I've been distracted by other things lately and only just got around to reading the "Why oh why in this day and age" thread, which wandered off-topic into the subject of Spin compilers. It appears there's some confusion about spin2cpp and its role in compiling Spin, so I wanted to point out a few things:
(1) spin2cpp started off as a converter from Spin to C++, but now it's a full compiler. It parses Spin code into an intermediate tree, and then from that tree can produce C, C++, PASM (P1 or P2), or binary output. The name is misleading now. Actually there is a different frontend for spin2cpp (called "fastspin") that mimics the interface of openspin, so perhaps we should start using that name for the compiler suite.
(2) The spin2cpp parser is written in YACC, so it is in some sense a formal definition of Spin grammar (at least, the Spin grammar accepted by spin2cpp; but so far I haven't found any programs that openspin takes but spin2cpp doesn't). There are actually two phases to parsing: lexical analysis (converting strings into tokens) and then the grammar (figuring out how the tokens go together to make a program). The grammar is in YACC; the lexical analysis is hand-written in C just to make some things easier (e.g. for indenting we emit INDENT and OUTDENT tokens).
(3) fastspin/spin2cpp does do optimization, both on the intermediate tree (so language independent optimizations) and on the PASM output. Examples of some of the optimizations it can perform are: dead code elimination, function inlining (any sufficiently small function is inlined, as are all functions that are called only once), common sub-expression elimination, and loop strength reduction.
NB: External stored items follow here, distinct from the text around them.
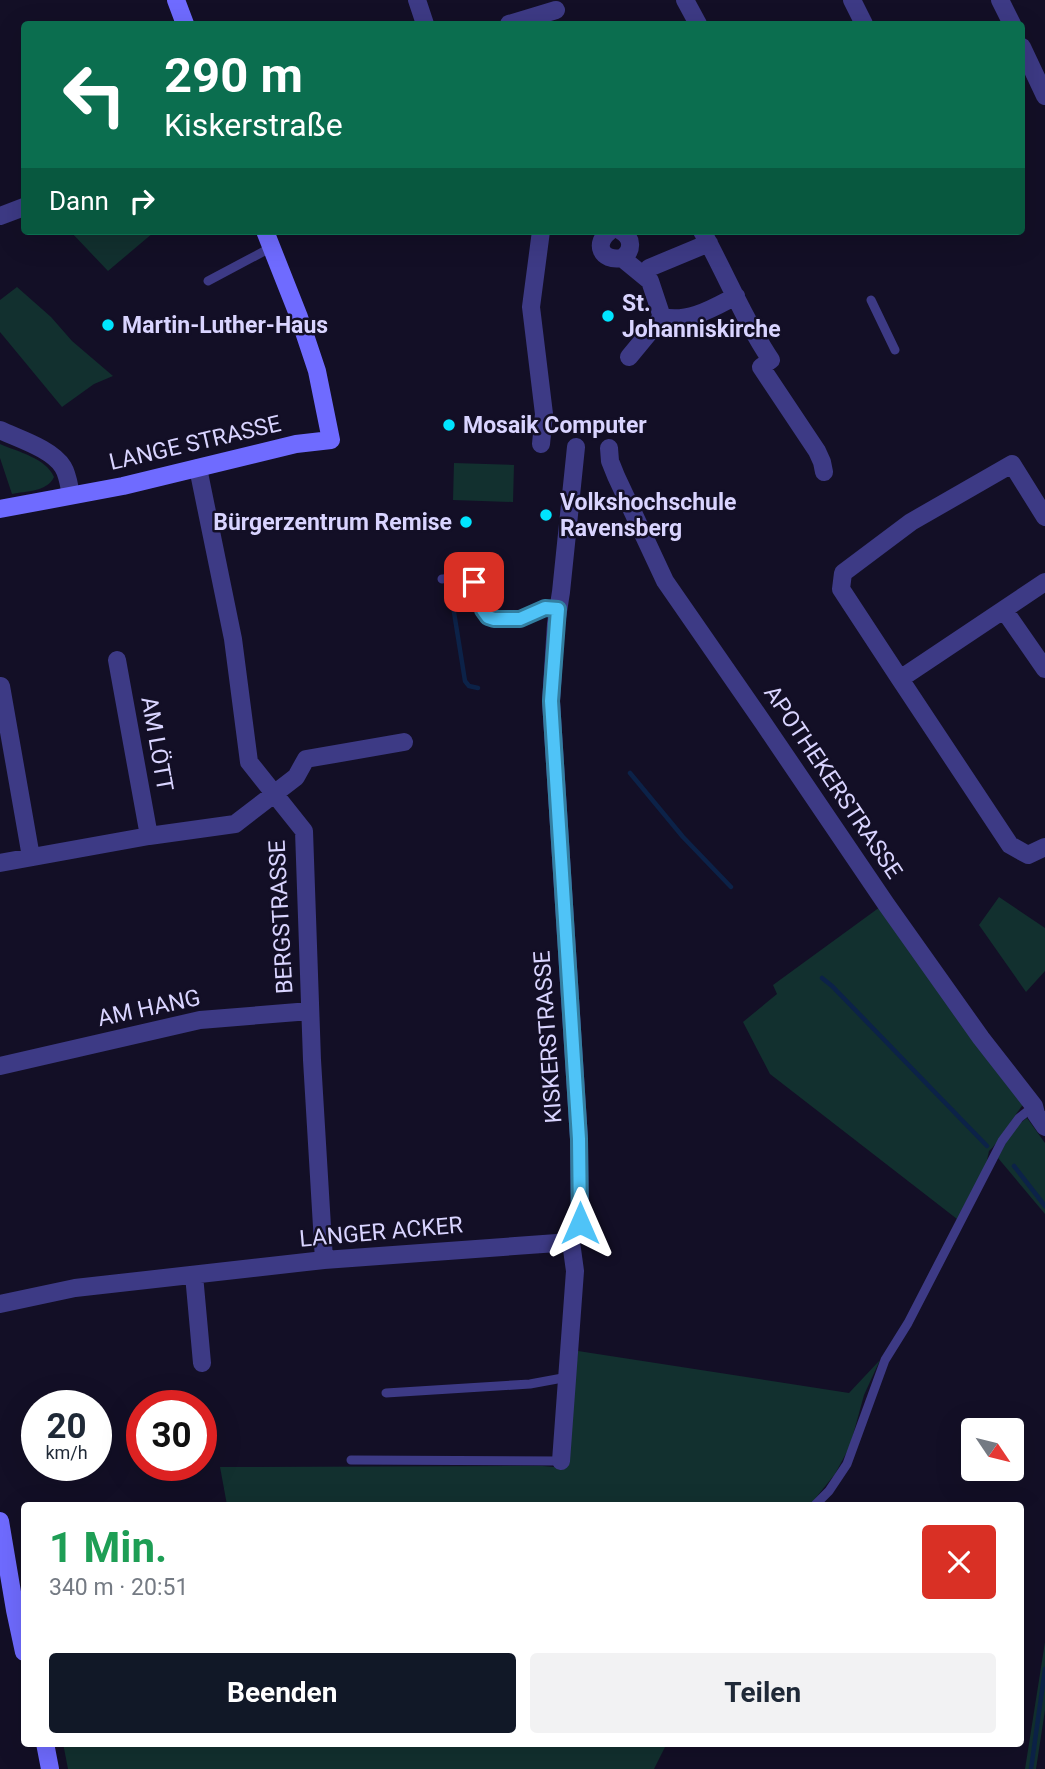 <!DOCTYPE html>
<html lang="de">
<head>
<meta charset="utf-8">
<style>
	:root { --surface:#fff; --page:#f2f2f3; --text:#1f2937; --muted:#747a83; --accent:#111827 }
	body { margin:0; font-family:Roboto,sans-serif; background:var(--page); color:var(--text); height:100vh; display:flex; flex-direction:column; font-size:26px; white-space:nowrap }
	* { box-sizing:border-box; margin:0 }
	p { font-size:23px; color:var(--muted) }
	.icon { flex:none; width:38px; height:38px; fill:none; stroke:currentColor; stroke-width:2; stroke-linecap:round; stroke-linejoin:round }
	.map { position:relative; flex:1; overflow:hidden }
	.side { position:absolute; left:21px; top:1502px; width:1003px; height:245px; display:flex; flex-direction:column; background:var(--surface); border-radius:7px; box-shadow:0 7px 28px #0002 }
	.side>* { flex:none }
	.guide { position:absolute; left:21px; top:21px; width:1004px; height:214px; border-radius:7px; box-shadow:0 7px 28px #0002; background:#0b6e4f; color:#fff; overflow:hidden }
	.needle { width:46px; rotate:125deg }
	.fabs { position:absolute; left:961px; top:1418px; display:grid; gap:14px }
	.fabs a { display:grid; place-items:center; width:63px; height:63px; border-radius:7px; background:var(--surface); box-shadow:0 7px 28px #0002; font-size:35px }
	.speed { position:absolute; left:21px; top:1390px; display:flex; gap:14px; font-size:35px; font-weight:700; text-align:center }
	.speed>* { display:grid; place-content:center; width:91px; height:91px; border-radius:50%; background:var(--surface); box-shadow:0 7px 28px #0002; line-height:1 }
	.speed small { font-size:18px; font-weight:400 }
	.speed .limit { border:10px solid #d22; background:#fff; color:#111 }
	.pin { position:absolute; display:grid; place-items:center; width:60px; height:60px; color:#fff; margin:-30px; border-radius:14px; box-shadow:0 4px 10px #0006 }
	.me { position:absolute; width:77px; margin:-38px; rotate:0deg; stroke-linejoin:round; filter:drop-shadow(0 0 5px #0008) }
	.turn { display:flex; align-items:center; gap:24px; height:147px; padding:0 28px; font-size:32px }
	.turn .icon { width:91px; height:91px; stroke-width:2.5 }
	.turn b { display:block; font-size:49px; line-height:60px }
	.then { display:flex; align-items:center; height:66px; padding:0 28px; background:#0003; gap:14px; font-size:26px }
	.round { display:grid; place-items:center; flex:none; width:74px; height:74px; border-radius:7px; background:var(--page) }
	.head { display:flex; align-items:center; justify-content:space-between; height:119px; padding:0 28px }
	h1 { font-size:42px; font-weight:700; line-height:52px; color:#1e9e55 }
	.primary-button { display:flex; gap:14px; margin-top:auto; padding:14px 28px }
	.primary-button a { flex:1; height:80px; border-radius:7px; background:var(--accent); color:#fff; font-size:28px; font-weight:700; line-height:80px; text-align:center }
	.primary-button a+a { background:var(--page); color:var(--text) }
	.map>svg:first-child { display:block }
</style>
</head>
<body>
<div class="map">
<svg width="1045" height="1769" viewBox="0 0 1045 1769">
	<rect width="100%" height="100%" fill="#130f26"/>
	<path fill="#12302f" d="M70,231H151L153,233L108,271Z
		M17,287L51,317L72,341L113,376L94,384L62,407L0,332V300Z
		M0,444C18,452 46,458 54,477C47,492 26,491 12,494L0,458Z
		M454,463L514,465L513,502L453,500Z
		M999,897L1045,928V971L1026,992L979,925Z
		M880,907L1025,1102C1014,1115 1000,1142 989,1151L986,1165L957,1219L770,1074L743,1022L777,994L773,985Z
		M1027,1118L1045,1143V1214L998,1158C1006,1143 1013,1127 1027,1118Z
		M578,1351L849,1393L880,1360L864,1395L850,1446L835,1474L810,1505H227L220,1467L543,1466L565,1468Z
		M1045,1642V1710L1036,1769H1025Z
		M63,1743H667L654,1769H68Z"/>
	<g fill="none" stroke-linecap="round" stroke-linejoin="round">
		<path stroke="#0c2248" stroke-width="4.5" d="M453,606L465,681L469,686L478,688
			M630,773L683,837L731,887
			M822,978L832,986L987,1146
			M1014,1166L1045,1206
			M1031,1769L1045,1669"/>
		<path stroke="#3d3a85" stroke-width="9" d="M208,281L272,247
			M871,300L895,350
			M442,579C450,578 461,576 469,579C488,586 475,614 494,619C503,621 518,620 527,617C538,612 545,607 558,609
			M386,1393L530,1384L568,1377
			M351,1460L561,1461
			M815,1505L829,1491L847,1464L885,1360L908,1323L1002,1141L1019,1118L1034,1106"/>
		<path stroke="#3d3a85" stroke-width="18" d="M417,0L425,24
			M685,0L698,24
			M852,0L864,24
			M1000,0L1012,24
			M509,24L556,10
			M1022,47L1045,96
			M0,216L24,207
			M541,231L531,307L544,414L541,444
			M610,231C593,243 601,262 622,258
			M621,231C633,238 633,251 622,258L650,281L662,317L629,357
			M702,231C726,274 744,320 771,360L761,367L817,451L822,462L824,472
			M644,276L649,268L709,243
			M662,317C689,323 713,308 736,296
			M0,430C19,439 52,449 63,467C68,475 69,486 71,495
			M609,448L610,461L616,476L665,581L764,724L886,904L981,1038L1034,1106L1036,1114L1045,1127
			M198,468L233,639L249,762L304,831L312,1060L324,1260
			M1045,517L1012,464L911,522L843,573L841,589L900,679L1045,582
			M1004,610L1045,669
			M117,660L149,836
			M900,679L1010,845L1028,855L1045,847
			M1,686L31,857
			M0,863L149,836L235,824L296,777L306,759L404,742
			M0,1066L200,1020L310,1011
			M194,1275L202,1363
			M0,1304L75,1288L324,1260L571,1242
			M561,1461L575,1271L571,1242L580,1223L579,1139L551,701L556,624L561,592L576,447"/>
		<path stroke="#6f6bff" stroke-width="18" d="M176,0L185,24
			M0,509L123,486L296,444L331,440L317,371L299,317L265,231
			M0,1521L15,1610L24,1652
			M45,1743L50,1769"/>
	</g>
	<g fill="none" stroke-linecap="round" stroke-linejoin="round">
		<defs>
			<path id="route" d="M474,582L479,588L483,610L488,617L494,619H520L545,608L558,609L551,701L579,1139L580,1223"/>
		</defs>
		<use href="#route" stroke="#337fa1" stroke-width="18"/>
		<use href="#route" stroke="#4fc3f7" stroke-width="12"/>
	</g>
	<g fill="#00e5ff" stroke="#130f26" stroke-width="2.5">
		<circle cx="608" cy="316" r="7"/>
		<circle cx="108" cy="325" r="7"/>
		<circle cx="449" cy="425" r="7"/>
		<circle cx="546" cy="515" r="7"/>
		<circle cx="466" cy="522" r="7"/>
	</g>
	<g text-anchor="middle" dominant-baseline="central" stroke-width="5" stroke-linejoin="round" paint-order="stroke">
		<g font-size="23" font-weight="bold" fill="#d9d4ff" stroke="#130f26" text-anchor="start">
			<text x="622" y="303">St.<tspan x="622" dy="26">Johanniskirche</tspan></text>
			<text x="122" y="325">Martin-Luther-Haus</text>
			<text x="463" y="425">Mosaik Computer</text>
			<text x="560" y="502">Volkshochschule<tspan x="560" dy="26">Ravensberg</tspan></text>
			<text x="452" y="522" text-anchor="end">Bürgerzentrum Remise</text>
		</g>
		<g font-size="23" fill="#d9d4ff" stroke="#130f26">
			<text transform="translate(195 443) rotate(-13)">LANGE STRASSE</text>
			<text transform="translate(157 744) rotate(80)">AM LÖTT</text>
			<text transform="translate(833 782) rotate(56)">APOTHEKERSTRASSE</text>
			<text transform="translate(281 917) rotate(-93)">BERGSTRASSE</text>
			<text transform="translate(149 1008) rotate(-12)">AM HANG</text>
			<text transform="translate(548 1037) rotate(-94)">KISKERSTRASSE</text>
			<text transform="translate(381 1232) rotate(-5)">LANGER ACKER</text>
		</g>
	</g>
</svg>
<div class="fabs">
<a><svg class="needle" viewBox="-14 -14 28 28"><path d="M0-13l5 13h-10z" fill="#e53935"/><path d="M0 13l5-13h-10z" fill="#747a83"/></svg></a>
</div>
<div class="speed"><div>20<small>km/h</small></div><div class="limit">30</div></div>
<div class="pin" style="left:474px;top:582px;background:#d93025"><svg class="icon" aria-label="arrive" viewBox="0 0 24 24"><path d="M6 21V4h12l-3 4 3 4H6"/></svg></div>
<svg class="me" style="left:580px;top:1223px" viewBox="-20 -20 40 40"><path d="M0-17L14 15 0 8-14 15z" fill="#4fc3f7" stroke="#fff" stroke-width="4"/></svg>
<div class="guide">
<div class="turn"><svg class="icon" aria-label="left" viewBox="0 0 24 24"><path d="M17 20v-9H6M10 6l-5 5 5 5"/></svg><div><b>290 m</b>Kiskerstraße</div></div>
<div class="then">Dann<svg class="icon" aria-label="right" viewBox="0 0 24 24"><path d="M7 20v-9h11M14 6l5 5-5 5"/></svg></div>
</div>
<section class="side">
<div class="head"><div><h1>1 Min.</h1><p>340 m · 20:51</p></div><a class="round" style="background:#d93025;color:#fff"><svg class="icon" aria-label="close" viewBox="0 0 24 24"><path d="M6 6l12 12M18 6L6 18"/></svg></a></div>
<div class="primary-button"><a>Beenden</a><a>Teilen</a></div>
</section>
</div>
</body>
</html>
(4) fastspin/spin2cpp can produce both LMM and plain COG programs. There are options to place data in either COG or HUB memory, and similarly for code to go in COG or HUB memory. On the P1, code in HUB is interpreted via the usual LMM mechanism, and also FCACHE. FCACHE means that small loops are compiled as plain COG code and loaded at run time into COG memory, so the whole loop runs at full speed (rather than doing the LMM read/execute one instruction at a time over and over).
(5) fastspin supports inline assembly. In fact many of the Spin primitives like COGNEW are implemented internally as plain Spin functions that use inline assemlby; these are then inlined automatically by the optimizer.
(6) The P2 output routines are a bit out of date, they need to be brought up to the most recent P2 definition.
(7) Performance of the PASM binaries produced by fastspin/spin2cpp is generally decent. PropGCC can usually do better (it has a more sophisticated optimizer) but I think fastspin can beat all of the other languages/compilers out there (other than pure PASM of course) and on some specific tasks like pin manipulation it can even beat PropGCC. As a representative example, here are the results from Heater's fft benchmark with recent builds of fastspin and PropGCC:
gcc LMM -O2: 65247 us
gcc LMM -Os: 138096 us
fastspin 3.2.0 -O: 170822 us
fastspin 3.2.0: 171422 us
Catalina LMM: ~348000 us
gcc CMM -O2: 520296 us
gcc CMM -Os: 567318 us
PropBasic LMM(*): 690842 us
JDForth: ~1200000 us
OpenSpin: 1465321 us
(*): PropBasic produced incorrect results, so should be taken with a grain of salt
Catalina and JDForth results are from a slightly older benchmark version, as
posted on forums